**Aim of the task**
Take each line of the listing that has the string "place" and report it.

**Extracted records**
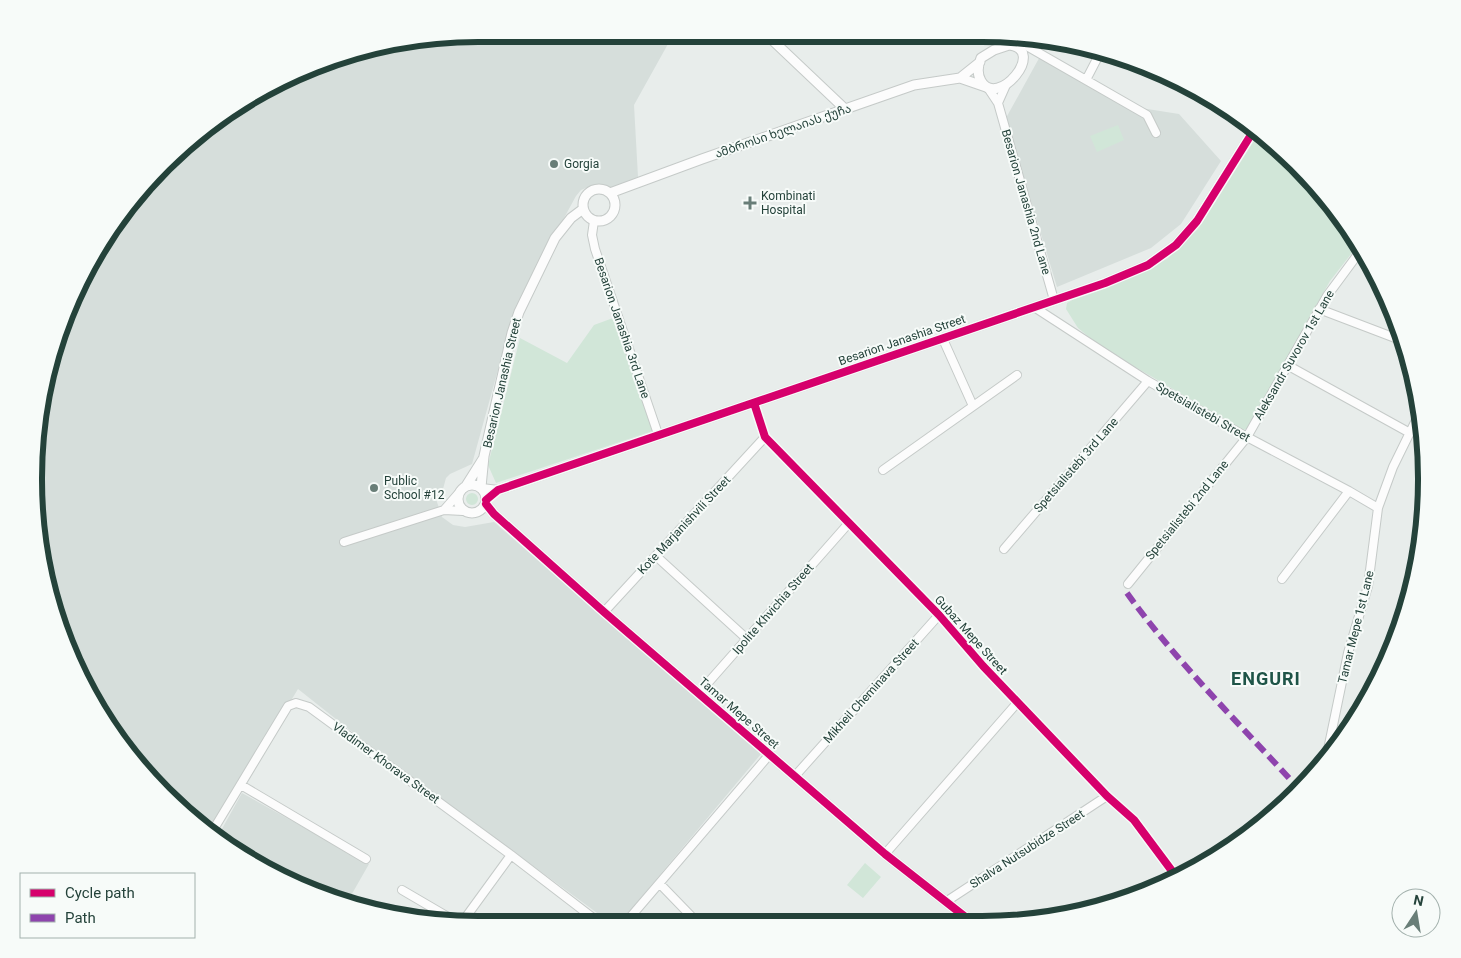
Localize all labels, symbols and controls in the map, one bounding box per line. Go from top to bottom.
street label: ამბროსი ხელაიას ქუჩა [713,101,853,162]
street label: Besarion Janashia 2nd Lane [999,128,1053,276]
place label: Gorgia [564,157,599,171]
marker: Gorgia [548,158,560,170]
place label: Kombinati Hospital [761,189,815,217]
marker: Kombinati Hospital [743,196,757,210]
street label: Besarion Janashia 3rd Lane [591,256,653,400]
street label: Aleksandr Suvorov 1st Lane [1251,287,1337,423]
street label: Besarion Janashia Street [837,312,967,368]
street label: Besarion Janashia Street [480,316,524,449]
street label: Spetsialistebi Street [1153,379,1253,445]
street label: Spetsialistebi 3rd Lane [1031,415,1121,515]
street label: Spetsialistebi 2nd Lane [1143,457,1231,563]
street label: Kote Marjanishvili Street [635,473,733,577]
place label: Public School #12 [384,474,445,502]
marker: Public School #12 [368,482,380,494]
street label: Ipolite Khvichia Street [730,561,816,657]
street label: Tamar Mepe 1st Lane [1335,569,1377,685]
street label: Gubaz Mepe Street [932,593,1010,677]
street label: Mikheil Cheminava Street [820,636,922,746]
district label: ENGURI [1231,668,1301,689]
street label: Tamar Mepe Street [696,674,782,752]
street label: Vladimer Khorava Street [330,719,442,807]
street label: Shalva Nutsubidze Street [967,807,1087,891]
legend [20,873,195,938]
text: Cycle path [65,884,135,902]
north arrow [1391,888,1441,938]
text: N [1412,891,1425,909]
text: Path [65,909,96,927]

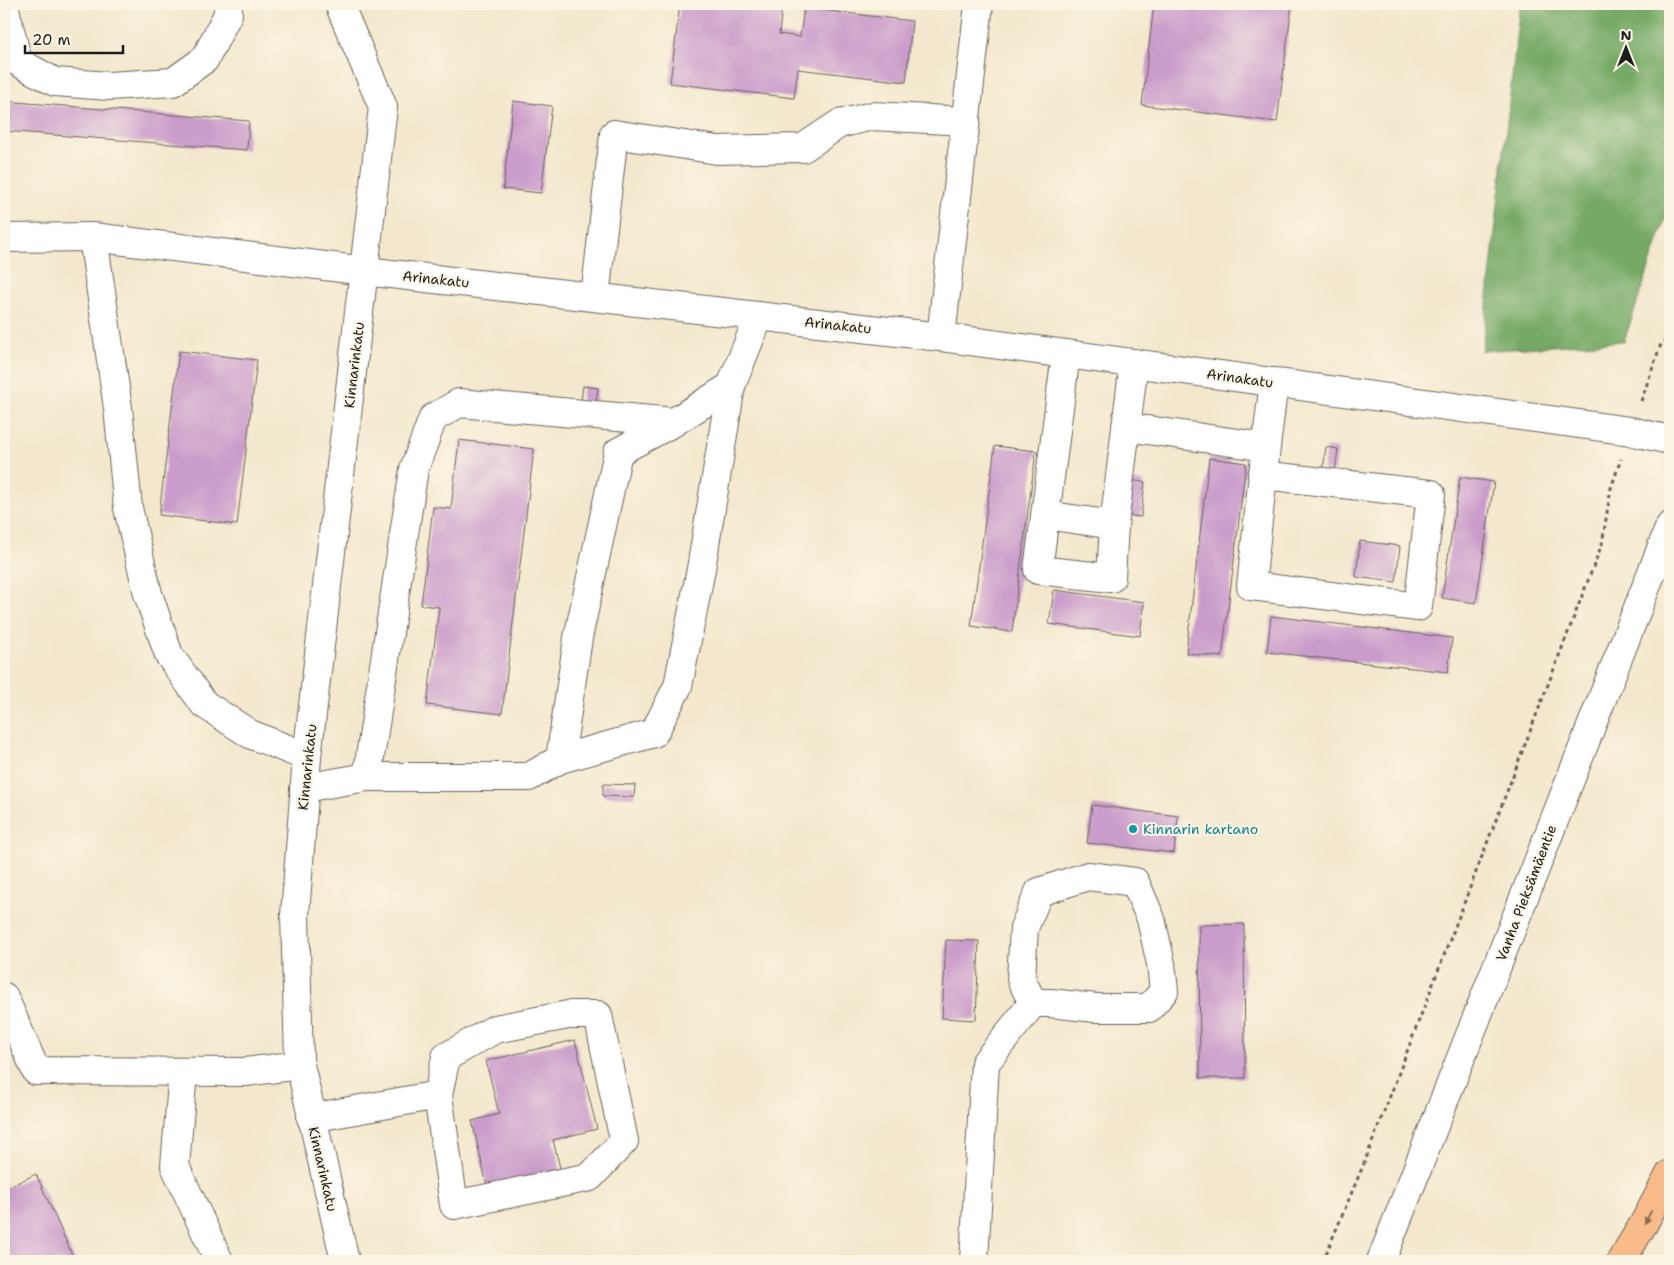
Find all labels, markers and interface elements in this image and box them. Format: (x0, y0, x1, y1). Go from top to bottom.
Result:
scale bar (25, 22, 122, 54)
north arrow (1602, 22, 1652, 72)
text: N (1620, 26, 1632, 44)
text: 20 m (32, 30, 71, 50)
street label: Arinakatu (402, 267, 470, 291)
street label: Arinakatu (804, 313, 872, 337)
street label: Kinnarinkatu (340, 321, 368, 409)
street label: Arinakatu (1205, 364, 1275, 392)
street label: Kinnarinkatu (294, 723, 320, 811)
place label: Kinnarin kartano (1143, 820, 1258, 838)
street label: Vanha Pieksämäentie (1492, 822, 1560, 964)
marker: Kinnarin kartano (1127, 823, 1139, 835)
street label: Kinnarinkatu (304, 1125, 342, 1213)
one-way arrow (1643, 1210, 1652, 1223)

**Task output**
place label: Gorgia [564,157,599,171]
place label: Kombinati Hospital [761,189,815,217]
place label: Public School #12 [384,474,445,502]
place label: Kinnarin kartano (1143, 820, 1258, 838)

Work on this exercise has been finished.